The SG includes definitions for:

  • Financial strength and resilience: defined as maintaining effective capital and liquidity governance and planning processes, and sufficiency of related positions, to provide for continuity of the consolidated organization (including its critical operations and banking offices) through a range of conditions.
  • Operational strength and resilience: defined as maintaining effective governance and controls to provide for continuity of the consolidated organization (including its critical operations and banking offices) and to promote compliance with laws and regulations, including those related to consumer protection, through a range of conditions.

and provides for 5 Key Attributes of an Effective Board of Directors

  1. Set Clear, Aligned, and Consistent Direction Regarding the Firm’s Strategy and Risk Appetite
    A clear strategy is defined as a firm’s strategic objectives for its businesses while helping to establish and maintain: (a) an effective risk management structure; (b) appropriate processes and resources for strategy implementation, plans, and budgets for each business line and risk management or control function; (c) an effective risk management and control function and (d) provides direction to senior management about how to determine which business opportunities to pursue consistent with the firm’s risk appetite and risk management capacity.
    A clear risk appetite includes sufficient detail to enable the firm’s chief risk officer and its independent risk management function to set firm-wide risk limits.

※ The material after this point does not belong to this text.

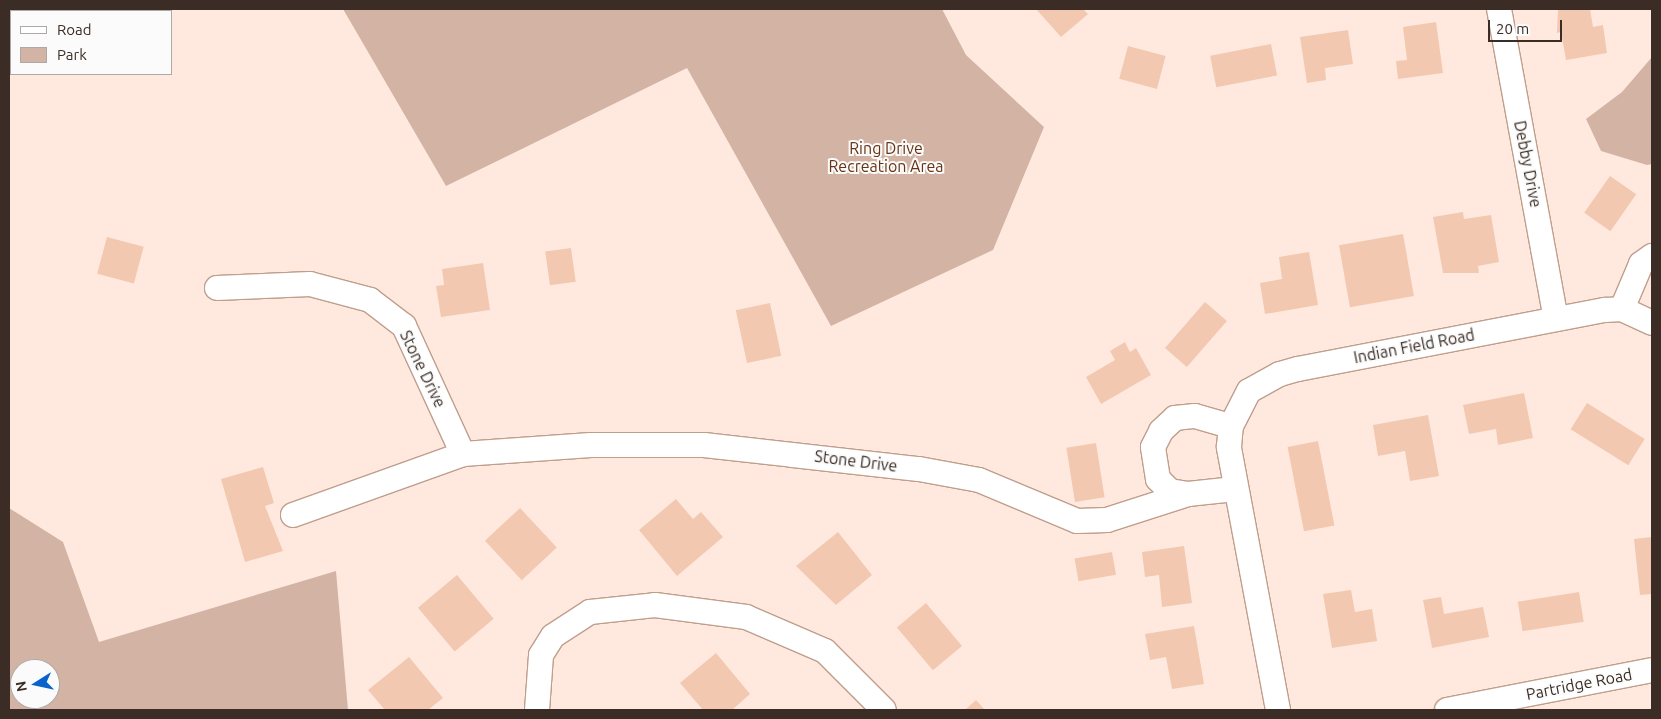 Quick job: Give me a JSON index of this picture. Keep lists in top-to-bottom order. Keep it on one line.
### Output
{"streets":{"street":["Debby Drive","Indian Field Road","Stone Drive","Partridge Road"]},"crossings":[["Debby Drive","Indian Field Road"],["Indian Field Road","Stone Drive"]],"parks":["Ring Drive Recreation Area"],"legend":["Road","Park"],"scale_bar":"20 m","north":"left"}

The guidance defines an independent risk management function as one that is responsible for identifying, measuring, aggregating, and reporting risks in a comprehensive and independent manner. Risk limits refers to thresholds that constrain risk-taking so that the level and type of risks assumed remains consistent with the firm-wide risk appetite. Internal risk management sets risk limits in aggregate by concentration and risk type, as well as at more granular levels as appropriate.
  2. Direct Senior Management Regarding the Board’s Information Needs
    An effective BOD directs its senior management team to:
    • Provide directors with information that is sufficient in scope, detail, and analysis to enable the BOD to make sound, well-informed decisions and consider potential risks.
    • Direct senior management to provide it with information that is timely, accurate, and well organized. An effective board also evaluates the sufficiency and quality of information it receives and directs senior management to (a) provide more information, (b) address any concerns regarding the volume, structure, content, or quality of the information it receives, or (c) improve relevant firm processes and practices for the preparation of such information.
  3. Oversee and Hold Senior Management Accountable
    An effective BOD will look into:
    • Drivers, indicators, and trends related to current and emerging risks.
    • Adherence to the board-approved strategy and risk appetite by relevant lines of business.
    • Material or persistent deficiencies in risk management or control practices, whether in policy or in practice.
    • Reports of internal and external complaints, including “whistleblower” reports.
    • Having independent directors who are sufficiently empowered to serve as an effective check against firm executives who sit on the board and senior management.
  4. Support the Independence and Stature of Independent Risk Management and Internal Audit
    An effective risk committee and audit committee engage in:
    • Causes and consequences of material or persistent breaches of the firm’s risk appetite and risk limits.
    • Timeliness of remediation of material or persistent internal audit and supervisory findings.
    • Appropriateness of the annual audit plan.
    • Communicating directly with the chief risk officer on material risk management issues.
    • Overseeing the appropriateness of independent risk management’s budget, staffing, and systems of internal controls.
    • Coordinating with the compliance function.
    • Providing independent risk management with direct and unrestricted access to the risk committee.
  5. Maintain a Capable Board Composition and Governance Structure
    An effective BOD:
    • Considers whether its composition, governance structure, and practices support the firm’s safety and soundness and the ability to promote compliance with laws and regulations.
    • Establishes a process designed to identify and select potential director nominees with a mix of skills, knowledge, experience, and perspectives.
    • Maintains a governance structure capable of overseeing senior management and addressing issues arising from the firm’s size, scope of operations, activities, risk profile, and resolvability.
    • Establishes committees and management-to-committee reporting lines to support effective oversight, timely access to information, and sound decision-making.
    • Has the capacity to engage third-party advisors and consultants, when appropriate, to supplement the board’s knowledge, expertise, and experience and support the board in making sound, well-informed decisions.
    • Evaluates on an ongoing basis its strengths and weaknesses, including the performance of the board committees, particularly the risk, audit, and other key committees.
    • Adapts its structure and practices to address identified weaknesses or deficiencies and as the firm’s asset size, scope of operations, risk profile, and other characteristics change over time.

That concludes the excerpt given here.